Work task: Where the word "reading" appears in a line below, copy the whole line.
── Data records ──
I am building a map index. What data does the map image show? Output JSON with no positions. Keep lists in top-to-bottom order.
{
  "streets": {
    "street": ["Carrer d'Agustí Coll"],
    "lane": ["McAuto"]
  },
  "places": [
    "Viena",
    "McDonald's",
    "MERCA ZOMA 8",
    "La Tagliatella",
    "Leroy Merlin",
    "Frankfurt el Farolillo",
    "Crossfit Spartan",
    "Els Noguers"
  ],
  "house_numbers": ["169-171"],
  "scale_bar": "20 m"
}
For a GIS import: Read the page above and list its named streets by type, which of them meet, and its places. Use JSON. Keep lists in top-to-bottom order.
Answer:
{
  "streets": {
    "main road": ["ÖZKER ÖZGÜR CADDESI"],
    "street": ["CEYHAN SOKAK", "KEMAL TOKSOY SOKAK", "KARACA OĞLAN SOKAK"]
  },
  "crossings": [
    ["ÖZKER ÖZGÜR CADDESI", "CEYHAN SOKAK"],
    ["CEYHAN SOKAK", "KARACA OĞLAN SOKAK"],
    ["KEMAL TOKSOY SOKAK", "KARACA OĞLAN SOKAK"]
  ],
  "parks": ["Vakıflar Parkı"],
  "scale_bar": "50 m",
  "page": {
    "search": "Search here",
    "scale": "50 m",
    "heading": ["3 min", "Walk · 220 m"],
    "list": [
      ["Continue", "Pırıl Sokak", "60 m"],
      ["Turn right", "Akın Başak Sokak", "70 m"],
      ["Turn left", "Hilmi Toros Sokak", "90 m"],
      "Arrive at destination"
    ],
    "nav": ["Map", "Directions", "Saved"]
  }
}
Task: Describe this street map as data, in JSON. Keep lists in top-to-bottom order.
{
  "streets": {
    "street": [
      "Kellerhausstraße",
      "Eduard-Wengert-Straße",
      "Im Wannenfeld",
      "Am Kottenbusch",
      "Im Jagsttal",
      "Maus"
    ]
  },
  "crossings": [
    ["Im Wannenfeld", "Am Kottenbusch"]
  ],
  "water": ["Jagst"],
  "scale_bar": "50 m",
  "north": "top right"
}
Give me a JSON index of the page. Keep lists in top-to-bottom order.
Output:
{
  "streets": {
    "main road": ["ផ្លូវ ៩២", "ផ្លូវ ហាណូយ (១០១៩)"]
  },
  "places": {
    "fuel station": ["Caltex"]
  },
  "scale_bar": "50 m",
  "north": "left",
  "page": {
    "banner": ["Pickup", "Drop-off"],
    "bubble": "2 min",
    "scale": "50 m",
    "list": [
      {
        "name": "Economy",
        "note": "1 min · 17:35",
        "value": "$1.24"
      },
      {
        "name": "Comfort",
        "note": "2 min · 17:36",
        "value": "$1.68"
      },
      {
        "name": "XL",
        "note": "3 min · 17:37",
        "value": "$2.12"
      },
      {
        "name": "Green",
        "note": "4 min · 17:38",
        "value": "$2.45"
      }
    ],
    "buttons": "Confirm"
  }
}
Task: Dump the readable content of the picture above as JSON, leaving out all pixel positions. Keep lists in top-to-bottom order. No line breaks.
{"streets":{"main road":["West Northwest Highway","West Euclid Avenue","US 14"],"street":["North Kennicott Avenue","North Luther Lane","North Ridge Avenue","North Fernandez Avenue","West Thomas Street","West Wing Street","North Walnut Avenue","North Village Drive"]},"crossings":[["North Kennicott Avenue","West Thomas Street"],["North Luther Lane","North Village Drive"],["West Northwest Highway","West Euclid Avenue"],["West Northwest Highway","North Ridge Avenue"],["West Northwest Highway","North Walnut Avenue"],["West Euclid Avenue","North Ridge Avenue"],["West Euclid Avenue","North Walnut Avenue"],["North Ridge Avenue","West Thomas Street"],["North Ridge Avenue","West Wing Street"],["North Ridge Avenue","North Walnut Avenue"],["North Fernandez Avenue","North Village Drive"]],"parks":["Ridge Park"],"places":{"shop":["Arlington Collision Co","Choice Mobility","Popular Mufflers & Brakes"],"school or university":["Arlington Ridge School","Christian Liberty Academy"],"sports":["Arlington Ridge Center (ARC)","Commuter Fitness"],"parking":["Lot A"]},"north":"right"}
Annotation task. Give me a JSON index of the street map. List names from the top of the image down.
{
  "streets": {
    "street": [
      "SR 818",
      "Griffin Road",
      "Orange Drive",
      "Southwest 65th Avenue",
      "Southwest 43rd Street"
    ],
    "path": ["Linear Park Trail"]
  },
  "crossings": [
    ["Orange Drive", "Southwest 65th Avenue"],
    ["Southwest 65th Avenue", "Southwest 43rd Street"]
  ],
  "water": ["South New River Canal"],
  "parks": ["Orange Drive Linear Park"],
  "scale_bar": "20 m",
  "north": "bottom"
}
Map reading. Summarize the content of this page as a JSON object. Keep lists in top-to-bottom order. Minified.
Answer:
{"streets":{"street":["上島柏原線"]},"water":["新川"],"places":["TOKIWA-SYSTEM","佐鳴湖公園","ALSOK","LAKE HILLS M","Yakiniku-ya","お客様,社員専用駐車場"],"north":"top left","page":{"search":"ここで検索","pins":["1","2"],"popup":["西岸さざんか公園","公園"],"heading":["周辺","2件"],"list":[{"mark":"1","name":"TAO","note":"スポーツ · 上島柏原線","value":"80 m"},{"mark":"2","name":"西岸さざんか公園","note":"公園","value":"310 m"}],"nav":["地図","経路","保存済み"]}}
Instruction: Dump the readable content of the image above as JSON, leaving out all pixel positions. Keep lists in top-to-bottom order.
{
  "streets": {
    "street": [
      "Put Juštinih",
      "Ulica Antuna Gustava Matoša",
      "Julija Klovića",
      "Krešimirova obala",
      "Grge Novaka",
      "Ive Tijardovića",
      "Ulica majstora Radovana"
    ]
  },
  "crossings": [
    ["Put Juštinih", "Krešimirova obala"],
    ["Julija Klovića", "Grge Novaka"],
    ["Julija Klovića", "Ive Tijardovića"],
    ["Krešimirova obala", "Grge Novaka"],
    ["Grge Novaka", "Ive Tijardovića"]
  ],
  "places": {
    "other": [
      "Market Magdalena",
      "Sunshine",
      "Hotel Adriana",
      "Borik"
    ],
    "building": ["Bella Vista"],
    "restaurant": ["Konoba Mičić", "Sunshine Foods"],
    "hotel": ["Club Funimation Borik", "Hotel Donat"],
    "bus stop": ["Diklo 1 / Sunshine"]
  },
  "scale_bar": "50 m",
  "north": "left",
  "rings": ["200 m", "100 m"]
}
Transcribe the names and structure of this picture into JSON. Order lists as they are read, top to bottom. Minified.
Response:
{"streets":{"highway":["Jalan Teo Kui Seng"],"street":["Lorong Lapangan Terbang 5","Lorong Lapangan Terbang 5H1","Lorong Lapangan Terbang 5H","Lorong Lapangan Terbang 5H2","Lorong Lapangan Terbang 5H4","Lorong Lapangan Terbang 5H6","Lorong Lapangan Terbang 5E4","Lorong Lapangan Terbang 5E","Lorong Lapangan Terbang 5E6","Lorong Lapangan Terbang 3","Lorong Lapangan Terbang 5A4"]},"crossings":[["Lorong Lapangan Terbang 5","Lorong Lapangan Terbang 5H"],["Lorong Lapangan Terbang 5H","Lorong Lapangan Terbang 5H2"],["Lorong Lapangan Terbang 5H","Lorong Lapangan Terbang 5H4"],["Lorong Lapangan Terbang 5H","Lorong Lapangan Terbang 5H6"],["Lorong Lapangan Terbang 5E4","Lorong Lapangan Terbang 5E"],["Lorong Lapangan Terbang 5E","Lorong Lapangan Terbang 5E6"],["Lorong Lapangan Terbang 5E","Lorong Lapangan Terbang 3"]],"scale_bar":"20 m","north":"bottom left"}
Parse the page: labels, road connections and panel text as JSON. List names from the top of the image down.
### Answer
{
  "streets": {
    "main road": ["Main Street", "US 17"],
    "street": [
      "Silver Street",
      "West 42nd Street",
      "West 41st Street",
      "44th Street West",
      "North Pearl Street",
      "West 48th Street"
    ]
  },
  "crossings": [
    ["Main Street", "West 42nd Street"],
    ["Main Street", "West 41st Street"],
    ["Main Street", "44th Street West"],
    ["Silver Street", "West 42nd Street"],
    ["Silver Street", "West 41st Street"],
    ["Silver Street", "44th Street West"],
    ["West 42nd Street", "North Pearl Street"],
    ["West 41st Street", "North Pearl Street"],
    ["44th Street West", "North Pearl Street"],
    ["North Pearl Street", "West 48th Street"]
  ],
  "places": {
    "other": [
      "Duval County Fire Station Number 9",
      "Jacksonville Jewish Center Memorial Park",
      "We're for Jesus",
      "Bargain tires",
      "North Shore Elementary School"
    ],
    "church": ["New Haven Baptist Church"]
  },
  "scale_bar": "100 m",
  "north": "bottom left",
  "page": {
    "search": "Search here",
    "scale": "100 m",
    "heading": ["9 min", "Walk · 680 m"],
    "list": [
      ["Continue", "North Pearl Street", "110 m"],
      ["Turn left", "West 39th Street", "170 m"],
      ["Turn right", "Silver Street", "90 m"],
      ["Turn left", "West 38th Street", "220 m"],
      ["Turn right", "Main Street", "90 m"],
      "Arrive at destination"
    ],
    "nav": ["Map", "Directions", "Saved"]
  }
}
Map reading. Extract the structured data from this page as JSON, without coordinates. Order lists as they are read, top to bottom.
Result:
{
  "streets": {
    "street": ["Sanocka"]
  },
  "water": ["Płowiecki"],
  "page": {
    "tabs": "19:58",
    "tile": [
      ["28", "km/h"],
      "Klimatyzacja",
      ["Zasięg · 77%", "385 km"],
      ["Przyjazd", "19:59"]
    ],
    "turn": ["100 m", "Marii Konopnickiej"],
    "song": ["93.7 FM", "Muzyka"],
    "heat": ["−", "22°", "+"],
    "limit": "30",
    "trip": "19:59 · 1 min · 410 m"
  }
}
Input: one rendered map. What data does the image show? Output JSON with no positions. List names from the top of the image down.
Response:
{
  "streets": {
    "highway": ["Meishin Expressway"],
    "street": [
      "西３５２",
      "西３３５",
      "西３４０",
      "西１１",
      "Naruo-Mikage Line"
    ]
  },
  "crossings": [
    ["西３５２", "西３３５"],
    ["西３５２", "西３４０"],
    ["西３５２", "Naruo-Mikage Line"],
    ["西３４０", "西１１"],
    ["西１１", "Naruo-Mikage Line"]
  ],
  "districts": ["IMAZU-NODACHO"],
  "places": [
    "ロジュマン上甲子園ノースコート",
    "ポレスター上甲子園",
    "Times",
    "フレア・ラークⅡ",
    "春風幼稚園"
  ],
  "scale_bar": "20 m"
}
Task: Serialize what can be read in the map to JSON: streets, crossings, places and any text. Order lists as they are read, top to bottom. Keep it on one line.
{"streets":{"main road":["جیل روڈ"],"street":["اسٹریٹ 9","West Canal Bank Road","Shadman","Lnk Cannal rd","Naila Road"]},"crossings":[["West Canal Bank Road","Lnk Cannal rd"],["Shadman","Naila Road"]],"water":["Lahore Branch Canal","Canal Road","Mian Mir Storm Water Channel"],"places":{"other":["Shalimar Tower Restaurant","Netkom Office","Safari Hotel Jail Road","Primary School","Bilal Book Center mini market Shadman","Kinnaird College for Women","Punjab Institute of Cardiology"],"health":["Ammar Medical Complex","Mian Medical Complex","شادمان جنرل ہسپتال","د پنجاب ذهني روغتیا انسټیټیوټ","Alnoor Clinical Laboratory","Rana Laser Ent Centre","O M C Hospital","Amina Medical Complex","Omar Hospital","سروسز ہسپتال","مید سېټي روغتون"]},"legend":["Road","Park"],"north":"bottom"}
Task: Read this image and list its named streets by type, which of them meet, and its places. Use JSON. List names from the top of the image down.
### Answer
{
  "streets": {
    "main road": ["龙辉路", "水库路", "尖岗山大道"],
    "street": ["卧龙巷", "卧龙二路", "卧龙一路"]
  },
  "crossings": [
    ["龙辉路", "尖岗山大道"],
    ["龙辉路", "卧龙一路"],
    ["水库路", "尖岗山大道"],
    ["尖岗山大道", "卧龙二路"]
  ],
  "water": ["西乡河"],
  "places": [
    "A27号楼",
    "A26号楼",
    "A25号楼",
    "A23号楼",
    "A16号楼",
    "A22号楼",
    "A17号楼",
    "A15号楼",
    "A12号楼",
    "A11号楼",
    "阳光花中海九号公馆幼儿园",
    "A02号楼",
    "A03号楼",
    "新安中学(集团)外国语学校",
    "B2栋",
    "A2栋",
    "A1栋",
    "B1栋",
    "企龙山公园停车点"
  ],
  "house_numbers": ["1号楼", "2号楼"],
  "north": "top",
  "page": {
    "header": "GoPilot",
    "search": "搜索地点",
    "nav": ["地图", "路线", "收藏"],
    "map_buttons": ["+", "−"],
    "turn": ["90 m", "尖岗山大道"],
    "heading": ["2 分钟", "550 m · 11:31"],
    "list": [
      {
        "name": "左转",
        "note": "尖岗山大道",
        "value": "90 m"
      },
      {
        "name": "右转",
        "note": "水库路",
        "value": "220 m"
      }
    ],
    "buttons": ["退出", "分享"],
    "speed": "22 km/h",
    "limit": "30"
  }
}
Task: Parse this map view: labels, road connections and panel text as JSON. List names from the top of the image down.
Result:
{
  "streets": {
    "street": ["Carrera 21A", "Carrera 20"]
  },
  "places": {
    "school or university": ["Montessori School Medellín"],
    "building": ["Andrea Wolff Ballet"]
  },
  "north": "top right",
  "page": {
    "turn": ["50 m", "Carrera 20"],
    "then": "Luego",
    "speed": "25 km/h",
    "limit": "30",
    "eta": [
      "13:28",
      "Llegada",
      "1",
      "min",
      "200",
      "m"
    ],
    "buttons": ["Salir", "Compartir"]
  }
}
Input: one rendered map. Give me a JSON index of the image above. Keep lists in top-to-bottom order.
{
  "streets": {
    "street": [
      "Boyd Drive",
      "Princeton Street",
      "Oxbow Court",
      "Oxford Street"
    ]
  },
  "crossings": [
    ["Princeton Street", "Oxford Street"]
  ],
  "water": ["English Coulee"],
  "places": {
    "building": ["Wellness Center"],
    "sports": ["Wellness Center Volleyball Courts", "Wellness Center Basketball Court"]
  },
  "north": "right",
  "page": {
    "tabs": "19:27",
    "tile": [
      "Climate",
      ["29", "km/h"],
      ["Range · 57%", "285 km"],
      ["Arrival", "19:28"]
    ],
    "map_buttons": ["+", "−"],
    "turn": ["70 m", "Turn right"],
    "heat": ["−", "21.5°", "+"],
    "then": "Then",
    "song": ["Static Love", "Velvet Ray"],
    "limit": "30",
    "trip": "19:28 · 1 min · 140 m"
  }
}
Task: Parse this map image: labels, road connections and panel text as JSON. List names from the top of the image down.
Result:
───
Response for this exercise:
Map reading. Summarize the content of this page as a JSON object. Keep lists in top-to-bottom order. Minified.
Map reading. Extract the structured data from this page as JSON, without coordinates. Order lists as they are read, top to bottom.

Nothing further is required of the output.